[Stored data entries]
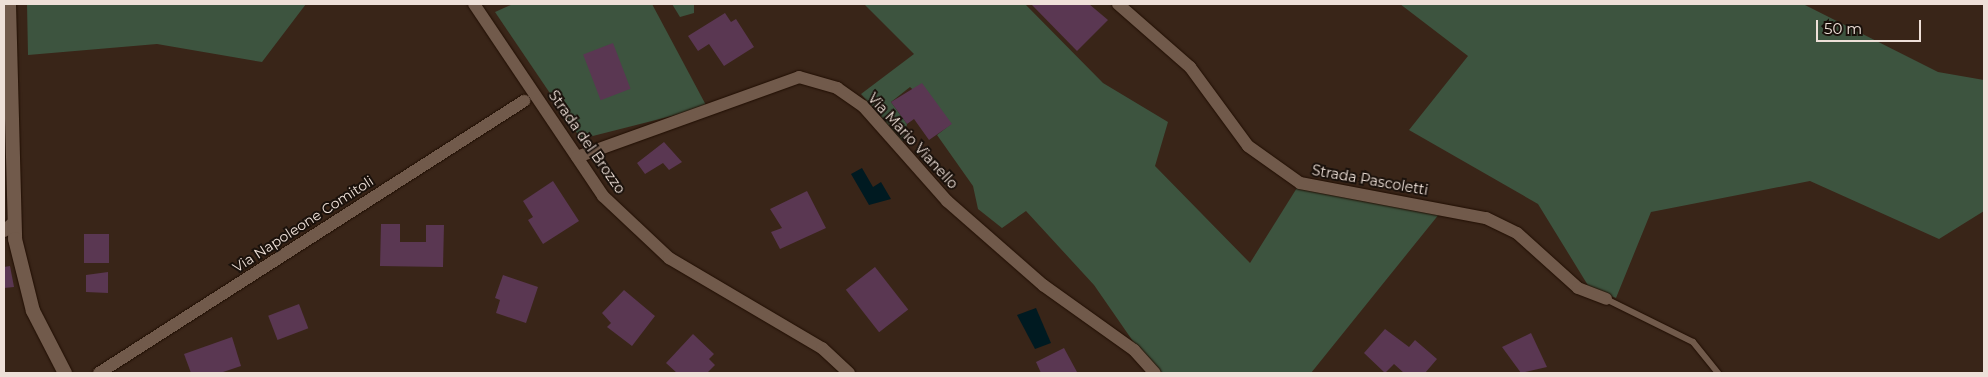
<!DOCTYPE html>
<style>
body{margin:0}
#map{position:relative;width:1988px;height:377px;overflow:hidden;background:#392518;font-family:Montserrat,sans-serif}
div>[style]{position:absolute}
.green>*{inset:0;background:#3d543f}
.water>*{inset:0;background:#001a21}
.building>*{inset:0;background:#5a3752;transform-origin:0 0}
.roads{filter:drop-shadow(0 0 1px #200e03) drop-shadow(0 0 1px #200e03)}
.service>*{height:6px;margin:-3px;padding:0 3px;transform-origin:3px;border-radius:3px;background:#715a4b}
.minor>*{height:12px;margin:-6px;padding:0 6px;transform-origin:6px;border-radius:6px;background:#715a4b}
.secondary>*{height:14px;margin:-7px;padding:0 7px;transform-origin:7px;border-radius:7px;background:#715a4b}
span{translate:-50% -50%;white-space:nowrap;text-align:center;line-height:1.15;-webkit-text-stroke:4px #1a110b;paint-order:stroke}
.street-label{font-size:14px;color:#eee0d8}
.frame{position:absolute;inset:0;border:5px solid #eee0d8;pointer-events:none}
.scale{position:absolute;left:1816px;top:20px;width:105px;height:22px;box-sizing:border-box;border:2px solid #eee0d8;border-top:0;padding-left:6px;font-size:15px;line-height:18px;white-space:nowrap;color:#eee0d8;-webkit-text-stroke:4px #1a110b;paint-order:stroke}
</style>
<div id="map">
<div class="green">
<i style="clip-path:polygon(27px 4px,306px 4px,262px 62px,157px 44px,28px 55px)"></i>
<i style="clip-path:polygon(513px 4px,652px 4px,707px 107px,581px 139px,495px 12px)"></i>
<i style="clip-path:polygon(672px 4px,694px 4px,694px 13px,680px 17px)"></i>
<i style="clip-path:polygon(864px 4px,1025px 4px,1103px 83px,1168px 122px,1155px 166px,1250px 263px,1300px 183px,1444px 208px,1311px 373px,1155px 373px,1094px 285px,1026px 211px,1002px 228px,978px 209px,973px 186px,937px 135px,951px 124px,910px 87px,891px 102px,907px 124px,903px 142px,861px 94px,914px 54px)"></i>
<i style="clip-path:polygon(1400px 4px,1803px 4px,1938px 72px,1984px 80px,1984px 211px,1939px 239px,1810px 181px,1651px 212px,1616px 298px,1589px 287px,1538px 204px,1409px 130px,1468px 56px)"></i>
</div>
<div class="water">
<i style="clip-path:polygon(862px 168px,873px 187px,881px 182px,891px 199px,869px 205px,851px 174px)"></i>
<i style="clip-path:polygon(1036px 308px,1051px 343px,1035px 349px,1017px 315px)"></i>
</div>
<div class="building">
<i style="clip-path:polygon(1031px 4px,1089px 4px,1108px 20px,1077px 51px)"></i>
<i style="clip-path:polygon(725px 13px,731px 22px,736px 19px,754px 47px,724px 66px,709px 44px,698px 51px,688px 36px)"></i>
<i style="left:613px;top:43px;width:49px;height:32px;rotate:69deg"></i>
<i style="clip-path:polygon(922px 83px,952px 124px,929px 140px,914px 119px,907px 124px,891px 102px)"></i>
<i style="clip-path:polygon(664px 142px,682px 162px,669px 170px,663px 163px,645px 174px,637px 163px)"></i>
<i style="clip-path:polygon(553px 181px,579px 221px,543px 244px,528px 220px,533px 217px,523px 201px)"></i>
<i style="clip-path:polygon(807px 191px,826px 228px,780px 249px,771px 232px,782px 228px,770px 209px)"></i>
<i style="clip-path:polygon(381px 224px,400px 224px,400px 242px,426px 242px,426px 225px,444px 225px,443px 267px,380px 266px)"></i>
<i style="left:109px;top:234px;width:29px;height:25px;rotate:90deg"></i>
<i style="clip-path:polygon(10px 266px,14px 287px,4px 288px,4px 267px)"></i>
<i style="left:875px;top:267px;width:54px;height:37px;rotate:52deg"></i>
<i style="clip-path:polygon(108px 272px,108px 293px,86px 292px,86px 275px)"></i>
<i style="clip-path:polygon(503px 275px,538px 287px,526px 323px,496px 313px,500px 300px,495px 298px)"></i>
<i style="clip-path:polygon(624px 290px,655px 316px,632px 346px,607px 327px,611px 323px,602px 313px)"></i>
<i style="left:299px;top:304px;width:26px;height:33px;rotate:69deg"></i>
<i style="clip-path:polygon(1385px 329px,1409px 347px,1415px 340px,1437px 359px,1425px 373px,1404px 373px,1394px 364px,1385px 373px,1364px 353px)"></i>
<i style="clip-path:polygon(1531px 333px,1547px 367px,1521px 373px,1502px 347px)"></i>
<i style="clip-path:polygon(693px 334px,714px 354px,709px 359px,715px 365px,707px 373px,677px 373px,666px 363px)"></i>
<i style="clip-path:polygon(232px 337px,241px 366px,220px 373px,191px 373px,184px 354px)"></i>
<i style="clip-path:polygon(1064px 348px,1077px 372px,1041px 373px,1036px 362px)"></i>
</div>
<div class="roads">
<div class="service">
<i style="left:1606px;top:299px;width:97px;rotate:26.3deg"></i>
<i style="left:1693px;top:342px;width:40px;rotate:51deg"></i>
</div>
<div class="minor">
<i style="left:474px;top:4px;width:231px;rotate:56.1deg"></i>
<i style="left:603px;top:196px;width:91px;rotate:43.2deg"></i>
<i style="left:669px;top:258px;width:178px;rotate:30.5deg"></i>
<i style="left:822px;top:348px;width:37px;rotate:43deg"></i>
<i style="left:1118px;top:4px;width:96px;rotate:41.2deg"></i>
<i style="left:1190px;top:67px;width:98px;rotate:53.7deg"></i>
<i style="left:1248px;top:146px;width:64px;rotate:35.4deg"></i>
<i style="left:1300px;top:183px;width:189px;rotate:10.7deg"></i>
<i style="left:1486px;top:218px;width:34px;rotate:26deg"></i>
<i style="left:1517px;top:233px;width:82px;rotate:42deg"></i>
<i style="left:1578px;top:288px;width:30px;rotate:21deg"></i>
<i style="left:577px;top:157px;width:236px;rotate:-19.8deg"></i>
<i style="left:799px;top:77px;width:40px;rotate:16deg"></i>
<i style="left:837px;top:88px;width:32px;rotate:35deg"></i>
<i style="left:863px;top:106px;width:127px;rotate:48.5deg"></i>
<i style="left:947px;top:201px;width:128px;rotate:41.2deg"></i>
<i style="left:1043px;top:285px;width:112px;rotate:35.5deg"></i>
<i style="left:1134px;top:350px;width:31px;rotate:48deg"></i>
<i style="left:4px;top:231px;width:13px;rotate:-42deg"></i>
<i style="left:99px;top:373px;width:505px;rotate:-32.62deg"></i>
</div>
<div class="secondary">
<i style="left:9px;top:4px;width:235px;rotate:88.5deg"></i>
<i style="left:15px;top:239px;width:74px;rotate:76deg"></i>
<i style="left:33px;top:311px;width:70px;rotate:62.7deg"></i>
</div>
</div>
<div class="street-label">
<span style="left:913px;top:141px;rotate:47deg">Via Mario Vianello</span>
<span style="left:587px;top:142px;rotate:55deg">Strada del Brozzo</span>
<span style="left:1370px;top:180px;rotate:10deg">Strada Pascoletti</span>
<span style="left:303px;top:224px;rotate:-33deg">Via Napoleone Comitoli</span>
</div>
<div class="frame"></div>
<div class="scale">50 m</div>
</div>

■ **Task statement**:
What lines in the data above contain the word "margin"? Show them all.

■ **Exercise result**:
body{margin:0}
.service>*{height:6px;margin:-3px;padding:0 3px;transform-origin:3px;border-radius:3px;background:#715a4b}
.minor>*{height:12px;margin:-6px;padding:0 6px;transform-origin:6px;border-radius:6px;background:#715a4b}
.secondary>*{height:14px;margin:-7px;padding:0 7px;transform-origin:7px;border-radius:7px;background:#715a4b}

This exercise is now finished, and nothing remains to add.